[Stored items]
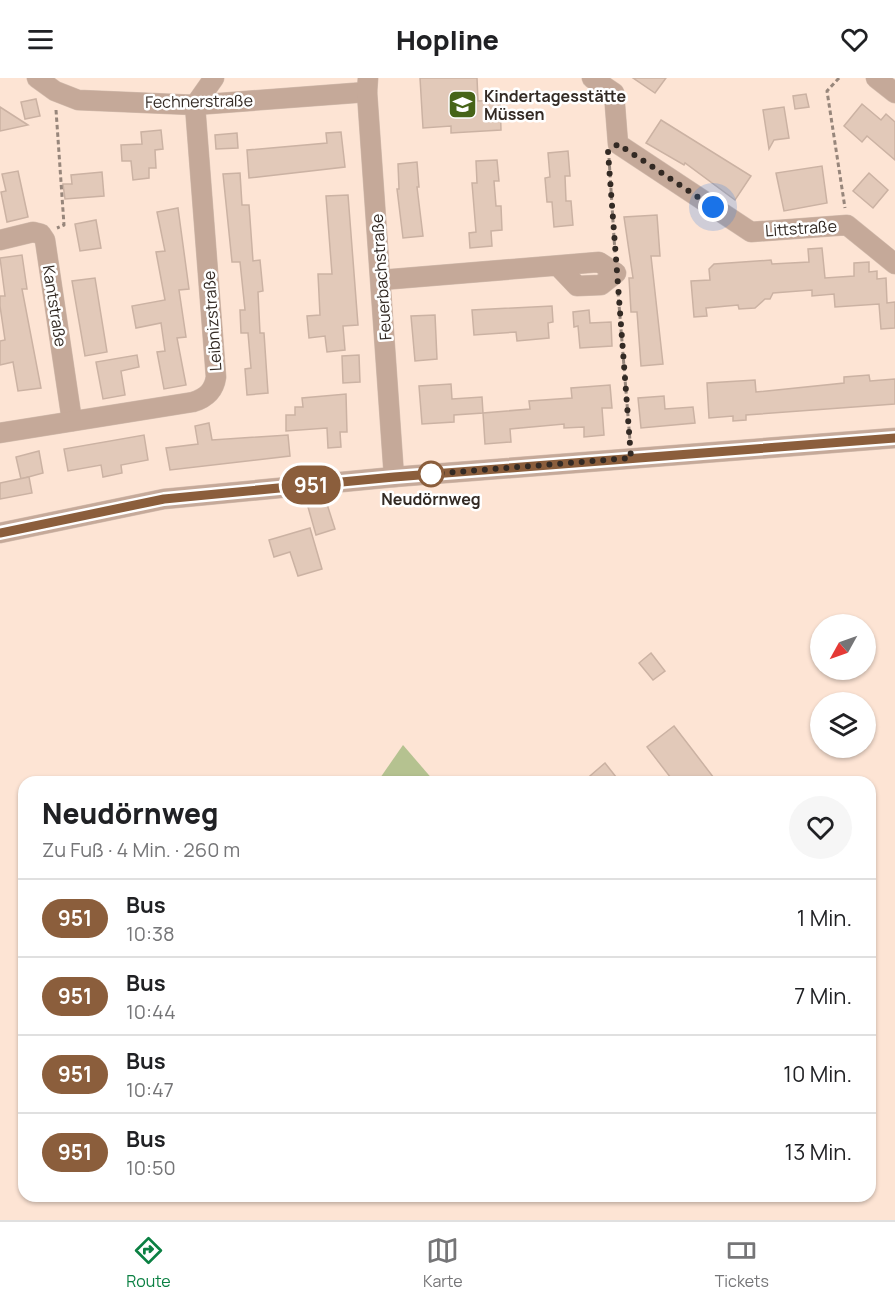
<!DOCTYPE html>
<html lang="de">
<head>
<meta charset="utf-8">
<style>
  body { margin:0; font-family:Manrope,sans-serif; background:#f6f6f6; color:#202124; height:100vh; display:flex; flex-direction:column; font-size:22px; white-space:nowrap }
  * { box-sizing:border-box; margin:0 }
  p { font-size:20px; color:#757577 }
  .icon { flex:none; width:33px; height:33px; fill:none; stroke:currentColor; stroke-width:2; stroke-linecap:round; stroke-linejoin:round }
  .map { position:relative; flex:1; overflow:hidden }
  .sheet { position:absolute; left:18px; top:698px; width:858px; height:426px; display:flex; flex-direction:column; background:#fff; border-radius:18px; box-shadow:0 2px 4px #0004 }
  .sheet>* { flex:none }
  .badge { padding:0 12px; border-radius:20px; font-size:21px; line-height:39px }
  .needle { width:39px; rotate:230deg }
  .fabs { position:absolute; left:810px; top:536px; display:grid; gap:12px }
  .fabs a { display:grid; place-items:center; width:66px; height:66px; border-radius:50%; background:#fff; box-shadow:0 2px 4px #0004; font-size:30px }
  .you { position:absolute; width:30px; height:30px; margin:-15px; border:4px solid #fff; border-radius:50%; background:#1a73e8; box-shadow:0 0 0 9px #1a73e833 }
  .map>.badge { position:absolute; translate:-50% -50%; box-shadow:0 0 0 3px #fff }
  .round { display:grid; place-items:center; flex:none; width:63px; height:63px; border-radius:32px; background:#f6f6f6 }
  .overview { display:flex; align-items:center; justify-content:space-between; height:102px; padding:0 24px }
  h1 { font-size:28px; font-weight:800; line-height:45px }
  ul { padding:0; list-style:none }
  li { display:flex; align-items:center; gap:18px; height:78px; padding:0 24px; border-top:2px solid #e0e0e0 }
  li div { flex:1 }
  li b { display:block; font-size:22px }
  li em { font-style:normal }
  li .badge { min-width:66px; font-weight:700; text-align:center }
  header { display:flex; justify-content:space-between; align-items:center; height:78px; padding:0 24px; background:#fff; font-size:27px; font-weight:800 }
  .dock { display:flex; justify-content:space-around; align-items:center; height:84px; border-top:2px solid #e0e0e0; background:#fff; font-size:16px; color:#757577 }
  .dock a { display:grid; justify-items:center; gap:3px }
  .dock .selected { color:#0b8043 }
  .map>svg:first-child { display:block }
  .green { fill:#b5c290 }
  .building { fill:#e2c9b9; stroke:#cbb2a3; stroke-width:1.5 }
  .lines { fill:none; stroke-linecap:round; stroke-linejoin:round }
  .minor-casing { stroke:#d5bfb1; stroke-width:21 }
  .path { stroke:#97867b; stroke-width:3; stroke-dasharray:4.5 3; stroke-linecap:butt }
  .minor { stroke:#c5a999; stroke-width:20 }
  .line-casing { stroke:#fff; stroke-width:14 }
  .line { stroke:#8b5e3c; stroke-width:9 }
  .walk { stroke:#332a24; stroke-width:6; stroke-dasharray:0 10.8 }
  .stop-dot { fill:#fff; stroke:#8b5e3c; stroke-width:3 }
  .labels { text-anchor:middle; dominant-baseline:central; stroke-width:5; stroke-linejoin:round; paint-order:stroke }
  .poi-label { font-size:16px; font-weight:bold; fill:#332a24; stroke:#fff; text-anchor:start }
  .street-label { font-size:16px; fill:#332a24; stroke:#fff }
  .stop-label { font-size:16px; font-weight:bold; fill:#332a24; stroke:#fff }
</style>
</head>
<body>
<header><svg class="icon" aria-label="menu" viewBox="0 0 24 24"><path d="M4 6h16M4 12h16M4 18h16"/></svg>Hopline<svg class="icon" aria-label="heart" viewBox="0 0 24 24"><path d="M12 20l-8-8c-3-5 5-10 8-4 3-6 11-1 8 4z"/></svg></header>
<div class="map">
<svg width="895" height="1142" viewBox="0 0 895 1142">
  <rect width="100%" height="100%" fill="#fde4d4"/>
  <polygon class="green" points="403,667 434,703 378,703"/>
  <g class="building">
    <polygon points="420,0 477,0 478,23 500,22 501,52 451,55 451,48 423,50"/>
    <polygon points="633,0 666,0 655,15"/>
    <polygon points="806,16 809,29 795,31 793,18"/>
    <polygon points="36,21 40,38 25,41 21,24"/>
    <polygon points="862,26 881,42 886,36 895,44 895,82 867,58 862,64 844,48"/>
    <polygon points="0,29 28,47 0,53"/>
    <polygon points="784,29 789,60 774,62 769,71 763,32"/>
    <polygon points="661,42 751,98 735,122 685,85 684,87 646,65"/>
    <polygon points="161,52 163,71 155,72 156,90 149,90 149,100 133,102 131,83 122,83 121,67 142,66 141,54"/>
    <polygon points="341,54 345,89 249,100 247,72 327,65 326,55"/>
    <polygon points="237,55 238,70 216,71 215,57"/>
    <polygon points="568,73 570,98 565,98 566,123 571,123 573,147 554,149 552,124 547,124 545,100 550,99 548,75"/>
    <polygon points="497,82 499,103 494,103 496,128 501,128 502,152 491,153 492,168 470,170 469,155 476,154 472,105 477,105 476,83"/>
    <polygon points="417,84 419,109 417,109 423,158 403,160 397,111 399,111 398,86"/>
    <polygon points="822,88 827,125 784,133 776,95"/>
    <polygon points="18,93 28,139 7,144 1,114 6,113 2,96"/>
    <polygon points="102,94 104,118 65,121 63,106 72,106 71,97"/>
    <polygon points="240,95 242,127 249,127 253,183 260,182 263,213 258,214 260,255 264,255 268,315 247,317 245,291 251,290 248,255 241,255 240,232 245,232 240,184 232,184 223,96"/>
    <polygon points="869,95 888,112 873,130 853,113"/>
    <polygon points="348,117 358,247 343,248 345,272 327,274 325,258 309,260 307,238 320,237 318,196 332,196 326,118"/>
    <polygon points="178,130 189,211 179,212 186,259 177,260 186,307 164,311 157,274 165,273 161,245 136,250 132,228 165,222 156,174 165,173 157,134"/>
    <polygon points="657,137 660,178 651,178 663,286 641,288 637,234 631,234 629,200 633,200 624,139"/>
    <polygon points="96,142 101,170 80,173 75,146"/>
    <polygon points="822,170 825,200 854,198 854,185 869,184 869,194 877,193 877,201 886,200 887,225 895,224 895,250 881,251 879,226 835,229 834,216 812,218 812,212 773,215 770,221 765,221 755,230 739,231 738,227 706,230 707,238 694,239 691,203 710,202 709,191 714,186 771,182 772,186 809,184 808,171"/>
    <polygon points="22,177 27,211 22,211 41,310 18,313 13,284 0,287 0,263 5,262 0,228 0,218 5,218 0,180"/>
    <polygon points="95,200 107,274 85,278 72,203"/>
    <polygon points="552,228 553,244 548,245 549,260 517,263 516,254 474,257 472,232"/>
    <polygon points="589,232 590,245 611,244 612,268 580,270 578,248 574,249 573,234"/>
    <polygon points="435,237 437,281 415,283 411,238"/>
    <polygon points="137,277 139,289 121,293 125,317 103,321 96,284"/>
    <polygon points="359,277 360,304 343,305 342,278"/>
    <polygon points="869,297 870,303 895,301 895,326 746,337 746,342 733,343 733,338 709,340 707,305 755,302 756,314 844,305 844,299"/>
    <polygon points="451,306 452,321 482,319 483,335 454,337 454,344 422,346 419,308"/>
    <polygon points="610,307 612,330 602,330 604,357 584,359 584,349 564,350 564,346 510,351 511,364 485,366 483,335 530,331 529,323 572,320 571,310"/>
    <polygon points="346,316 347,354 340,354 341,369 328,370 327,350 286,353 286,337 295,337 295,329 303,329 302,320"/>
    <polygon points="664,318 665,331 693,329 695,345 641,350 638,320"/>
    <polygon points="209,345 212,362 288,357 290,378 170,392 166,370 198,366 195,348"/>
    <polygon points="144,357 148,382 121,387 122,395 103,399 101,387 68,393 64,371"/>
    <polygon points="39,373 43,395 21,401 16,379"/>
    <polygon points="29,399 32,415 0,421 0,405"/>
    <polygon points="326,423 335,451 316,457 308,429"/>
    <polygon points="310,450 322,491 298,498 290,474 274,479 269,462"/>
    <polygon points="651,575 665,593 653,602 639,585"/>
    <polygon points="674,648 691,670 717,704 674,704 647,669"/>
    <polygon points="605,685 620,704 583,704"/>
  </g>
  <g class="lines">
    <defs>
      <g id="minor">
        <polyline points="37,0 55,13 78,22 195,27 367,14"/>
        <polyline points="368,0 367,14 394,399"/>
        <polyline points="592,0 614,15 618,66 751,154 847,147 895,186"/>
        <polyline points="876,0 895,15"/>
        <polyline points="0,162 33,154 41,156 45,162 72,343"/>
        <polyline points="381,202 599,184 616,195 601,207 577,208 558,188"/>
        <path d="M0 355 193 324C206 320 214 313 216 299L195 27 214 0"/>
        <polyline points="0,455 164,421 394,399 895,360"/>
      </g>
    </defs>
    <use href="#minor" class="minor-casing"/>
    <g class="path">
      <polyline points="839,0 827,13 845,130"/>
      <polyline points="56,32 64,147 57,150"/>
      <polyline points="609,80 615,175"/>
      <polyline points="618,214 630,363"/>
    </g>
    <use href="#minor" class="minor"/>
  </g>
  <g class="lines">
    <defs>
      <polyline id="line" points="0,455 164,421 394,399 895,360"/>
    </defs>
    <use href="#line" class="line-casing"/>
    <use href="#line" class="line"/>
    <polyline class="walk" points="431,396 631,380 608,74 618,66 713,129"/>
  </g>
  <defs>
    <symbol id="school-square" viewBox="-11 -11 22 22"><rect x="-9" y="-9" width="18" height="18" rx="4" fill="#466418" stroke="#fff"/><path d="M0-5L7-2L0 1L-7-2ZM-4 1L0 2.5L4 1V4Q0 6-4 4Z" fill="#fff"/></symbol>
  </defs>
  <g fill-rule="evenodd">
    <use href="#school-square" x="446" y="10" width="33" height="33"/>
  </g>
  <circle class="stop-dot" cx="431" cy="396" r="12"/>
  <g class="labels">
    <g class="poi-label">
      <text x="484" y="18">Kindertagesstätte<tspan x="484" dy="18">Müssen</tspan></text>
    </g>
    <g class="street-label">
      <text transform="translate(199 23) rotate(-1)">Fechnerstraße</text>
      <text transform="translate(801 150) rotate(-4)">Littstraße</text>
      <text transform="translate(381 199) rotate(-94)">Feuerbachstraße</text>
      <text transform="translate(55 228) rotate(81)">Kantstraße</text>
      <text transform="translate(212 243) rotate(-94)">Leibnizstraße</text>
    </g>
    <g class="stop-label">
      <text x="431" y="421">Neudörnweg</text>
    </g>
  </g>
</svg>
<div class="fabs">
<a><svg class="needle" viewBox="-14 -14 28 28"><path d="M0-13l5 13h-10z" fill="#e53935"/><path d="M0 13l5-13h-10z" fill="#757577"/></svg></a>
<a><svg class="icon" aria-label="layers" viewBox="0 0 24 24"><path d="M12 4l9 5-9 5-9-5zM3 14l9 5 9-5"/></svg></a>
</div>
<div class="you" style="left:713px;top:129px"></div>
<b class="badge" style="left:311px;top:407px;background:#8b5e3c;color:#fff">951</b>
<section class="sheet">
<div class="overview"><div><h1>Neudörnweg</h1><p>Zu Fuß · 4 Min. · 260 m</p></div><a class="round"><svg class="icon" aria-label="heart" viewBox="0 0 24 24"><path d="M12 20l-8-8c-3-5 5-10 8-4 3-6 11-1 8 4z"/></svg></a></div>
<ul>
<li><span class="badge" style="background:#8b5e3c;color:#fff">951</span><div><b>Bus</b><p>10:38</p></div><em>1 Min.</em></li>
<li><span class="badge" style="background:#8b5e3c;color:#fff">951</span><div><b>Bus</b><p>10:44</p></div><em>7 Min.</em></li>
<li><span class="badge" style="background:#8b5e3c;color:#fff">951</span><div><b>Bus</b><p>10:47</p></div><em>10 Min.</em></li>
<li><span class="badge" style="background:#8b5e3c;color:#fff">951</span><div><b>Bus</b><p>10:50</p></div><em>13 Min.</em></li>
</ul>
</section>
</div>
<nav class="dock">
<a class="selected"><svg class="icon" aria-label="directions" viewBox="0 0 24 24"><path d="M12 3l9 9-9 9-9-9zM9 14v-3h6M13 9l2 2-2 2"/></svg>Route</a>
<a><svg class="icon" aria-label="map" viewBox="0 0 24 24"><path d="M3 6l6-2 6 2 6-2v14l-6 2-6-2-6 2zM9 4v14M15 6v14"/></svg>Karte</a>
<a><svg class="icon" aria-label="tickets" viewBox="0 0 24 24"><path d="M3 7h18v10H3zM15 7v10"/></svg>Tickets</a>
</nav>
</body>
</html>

==

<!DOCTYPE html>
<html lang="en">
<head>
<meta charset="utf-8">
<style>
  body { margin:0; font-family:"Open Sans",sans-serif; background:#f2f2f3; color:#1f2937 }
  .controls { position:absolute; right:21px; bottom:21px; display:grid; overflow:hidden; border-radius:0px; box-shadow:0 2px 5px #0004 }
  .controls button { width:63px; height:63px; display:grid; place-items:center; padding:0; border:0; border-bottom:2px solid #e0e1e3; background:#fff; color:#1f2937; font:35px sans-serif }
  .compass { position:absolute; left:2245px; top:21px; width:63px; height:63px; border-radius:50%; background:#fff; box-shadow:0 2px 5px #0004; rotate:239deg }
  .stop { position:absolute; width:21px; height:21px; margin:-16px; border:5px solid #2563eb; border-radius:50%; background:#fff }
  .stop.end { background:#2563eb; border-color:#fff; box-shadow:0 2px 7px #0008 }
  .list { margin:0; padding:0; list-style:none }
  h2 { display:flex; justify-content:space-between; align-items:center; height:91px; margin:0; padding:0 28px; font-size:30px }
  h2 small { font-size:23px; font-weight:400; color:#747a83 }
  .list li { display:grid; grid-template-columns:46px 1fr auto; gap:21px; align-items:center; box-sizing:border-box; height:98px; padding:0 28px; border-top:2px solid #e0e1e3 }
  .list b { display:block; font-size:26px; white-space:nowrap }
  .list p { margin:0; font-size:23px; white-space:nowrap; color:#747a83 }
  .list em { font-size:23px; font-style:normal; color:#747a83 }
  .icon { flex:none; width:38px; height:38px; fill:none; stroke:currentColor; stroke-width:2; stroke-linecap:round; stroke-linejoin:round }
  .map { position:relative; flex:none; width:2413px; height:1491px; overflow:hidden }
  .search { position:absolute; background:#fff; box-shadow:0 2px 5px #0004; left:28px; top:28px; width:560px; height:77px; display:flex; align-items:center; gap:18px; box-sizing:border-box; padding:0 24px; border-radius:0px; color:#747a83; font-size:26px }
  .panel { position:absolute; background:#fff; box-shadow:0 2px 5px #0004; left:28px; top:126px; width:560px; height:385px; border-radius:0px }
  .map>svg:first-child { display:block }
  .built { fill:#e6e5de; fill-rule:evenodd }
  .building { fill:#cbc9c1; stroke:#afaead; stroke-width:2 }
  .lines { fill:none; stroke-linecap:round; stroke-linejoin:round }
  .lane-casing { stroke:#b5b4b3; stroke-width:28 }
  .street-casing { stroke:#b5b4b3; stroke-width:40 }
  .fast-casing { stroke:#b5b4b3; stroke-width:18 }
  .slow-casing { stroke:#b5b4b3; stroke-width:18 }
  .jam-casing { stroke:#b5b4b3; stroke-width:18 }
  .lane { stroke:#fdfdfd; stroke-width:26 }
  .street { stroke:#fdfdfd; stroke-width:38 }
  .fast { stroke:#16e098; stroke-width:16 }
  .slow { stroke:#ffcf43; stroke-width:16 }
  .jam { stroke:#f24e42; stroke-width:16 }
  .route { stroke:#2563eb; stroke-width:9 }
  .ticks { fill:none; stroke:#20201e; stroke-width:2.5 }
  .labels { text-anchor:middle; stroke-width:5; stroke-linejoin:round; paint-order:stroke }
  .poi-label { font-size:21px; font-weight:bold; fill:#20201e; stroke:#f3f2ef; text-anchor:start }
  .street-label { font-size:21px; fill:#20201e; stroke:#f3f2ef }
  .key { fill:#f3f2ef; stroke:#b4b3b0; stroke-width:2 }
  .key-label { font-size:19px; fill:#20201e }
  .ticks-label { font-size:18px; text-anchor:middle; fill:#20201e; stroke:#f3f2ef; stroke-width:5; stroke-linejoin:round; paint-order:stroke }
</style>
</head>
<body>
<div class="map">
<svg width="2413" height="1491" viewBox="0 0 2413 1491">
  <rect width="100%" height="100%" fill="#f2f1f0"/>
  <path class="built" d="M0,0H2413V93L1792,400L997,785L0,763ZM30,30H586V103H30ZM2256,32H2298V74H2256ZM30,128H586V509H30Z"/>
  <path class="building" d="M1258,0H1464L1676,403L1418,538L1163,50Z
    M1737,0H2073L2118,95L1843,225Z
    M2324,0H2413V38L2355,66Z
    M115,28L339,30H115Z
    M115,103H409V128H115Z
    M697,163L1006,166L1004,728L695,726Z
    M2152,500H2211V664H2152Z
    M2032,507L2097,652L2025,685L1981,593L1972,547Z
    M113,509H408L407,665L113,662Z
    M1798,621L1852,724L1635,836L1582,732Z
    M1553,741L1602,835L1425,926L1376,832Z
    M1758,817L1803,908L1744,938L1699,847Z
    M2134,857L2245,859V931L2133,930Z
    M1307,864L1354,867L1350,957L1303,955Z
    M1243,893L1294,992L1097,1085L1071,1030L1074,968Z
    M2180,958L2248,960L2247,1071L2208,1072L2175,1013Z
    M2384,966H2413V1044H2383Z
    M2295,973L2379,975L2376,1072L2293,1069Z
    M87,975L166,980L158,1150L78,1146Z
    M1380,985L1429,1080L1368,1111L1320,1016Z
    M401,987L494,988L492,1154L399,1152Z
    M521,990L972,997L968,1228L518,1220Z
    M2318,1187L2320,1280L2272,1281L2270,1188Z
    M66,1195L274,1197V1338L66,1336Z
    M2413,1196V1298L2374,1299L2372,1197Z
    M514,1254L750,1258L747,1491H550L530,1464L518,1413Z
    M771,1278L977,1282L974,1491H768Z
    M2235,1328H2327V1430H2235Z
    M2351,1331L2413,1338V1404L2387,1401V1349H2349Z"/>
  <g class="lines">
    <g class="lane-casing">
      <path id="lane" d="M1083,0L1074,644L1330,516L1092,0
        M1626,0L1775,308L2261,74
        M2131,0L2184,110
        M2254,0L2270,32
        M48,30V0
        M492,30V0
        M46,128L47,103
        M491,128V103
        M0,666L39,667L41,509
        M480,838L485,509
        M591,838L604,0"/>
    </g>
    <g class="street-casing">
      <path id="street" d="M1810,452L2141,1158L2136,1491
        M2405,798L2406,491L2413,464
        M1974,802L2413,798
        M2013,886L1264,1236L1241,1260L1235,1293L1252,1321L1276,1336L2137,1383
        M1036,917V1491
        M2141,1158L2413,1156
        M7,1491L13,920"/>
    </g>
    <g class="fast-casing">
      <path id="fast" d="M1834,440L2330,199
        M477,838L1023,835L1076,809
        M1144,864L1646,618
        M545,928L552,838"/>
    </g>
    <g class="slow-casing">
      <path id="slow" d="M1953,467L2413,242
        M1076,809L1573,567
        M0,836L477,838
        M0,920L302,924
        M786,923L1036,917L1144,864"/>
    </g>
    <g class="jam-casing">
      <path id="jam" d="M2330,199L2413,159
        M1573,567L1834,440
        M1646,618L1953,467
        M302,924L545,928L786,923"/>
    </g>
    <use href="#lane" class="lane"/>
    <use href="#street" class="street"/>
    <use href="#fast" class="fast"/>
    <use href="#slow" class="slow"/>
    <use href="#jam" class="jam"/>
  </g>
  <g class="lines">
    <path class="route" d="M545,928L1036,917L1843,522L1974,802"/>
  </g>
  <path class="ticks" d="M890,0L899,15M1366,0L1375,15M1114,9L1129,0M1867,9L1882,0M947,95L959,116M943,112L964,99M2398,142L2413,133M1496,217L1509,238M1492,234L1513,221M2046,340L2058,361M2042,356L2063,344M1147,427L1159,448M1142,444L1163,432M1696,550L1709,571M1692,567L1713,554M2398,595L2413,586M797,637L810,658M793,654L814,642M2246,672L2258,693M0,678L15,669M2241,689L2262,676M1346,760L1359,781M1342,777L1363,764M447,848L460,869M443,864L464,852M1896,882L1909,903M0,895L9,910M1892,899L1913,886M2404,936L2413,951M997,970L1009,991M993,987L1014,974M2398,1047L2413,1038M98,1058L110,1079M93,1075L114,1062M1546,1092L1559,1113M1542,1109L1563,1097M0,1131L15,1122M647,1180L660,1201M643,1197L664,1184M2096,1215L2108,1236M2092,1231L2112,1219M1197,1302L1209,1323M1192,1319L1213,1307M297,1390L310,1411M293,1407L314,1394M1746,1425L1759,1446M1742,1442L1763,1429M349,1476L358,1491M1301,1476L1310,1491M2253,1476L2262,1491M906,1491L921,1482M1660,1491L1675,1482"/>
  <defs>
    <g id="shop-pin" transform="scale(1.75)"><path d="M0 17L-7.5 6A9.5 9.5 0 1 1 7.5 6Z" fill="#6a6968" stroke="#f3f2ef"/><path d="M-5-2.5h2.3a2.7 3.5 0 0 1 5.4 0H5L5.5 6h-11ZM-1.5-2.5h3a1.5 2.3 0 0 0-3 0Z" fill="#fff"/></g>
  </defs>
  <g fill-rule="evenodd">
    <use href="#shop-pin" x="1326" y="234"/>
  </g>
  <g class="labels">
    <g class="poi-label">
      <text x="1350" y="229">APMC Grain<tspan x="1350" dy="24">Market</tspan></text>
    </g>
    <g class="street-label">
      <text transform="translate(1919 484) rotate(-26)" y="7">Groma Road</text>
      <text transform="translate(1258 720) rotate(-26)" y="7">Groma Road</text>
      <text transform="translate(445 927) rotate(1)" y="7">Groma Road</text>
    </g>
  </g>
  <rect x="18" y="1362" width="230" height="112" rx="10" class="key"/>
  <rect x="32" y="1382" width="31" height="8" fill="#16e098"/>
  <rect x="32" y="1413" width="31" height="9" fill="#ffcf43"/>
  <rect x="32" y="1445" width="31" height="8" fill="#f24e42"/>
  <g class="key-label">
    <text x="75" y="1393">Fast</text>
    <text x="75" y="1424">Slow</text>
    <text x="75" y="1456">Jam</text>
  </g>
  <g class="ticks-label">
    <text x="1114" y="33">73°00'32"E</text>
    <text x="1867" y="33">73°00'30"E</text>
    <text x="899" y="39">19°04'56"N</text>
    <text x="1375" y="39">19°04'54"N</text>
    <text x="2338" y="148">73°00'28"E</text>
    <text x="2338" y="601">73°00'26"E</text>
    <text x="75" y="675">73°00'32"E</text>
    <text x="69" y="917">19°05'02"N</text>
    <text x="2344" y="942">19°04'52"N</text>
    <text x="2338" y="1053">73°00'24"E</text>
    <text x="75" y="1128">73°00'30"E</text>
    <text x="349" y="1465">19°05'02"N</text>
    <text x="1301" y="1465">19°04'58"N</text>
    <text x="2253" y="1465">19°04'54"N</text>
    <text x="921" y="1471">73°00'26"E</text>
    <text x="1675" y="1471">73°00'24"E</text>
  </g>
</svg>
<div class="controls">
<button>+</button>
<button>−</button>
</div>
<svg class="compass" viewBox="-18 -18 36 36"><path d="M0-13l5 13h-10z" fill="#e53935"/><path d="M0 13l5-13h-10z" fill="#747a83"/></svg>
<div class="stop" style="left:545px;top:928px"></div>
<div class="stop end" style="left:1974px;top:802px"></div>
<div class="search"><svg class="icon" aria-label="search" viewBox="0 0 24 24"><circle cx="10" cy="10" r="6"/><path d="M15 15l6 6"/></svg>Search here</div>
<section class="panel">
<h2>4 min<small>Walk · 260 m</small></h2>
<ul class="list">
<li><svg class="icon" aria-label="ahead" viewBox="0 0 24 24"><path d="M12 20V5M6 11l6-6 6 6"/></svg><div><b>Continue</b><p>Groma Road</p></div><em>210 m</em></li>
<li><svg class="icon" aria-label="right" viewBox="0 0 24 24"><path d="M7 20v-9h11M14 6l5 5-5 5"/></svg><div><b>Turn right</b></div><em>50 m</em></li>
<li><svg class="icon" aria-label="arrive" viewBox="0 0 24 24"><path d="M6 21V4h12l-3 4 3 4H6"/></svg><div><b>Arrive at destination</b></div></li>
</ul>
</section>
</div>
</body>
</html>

### To do
Among the lines above, some may hold the string "fabs". State how many, giving the number alone.

### Result of this exercise
3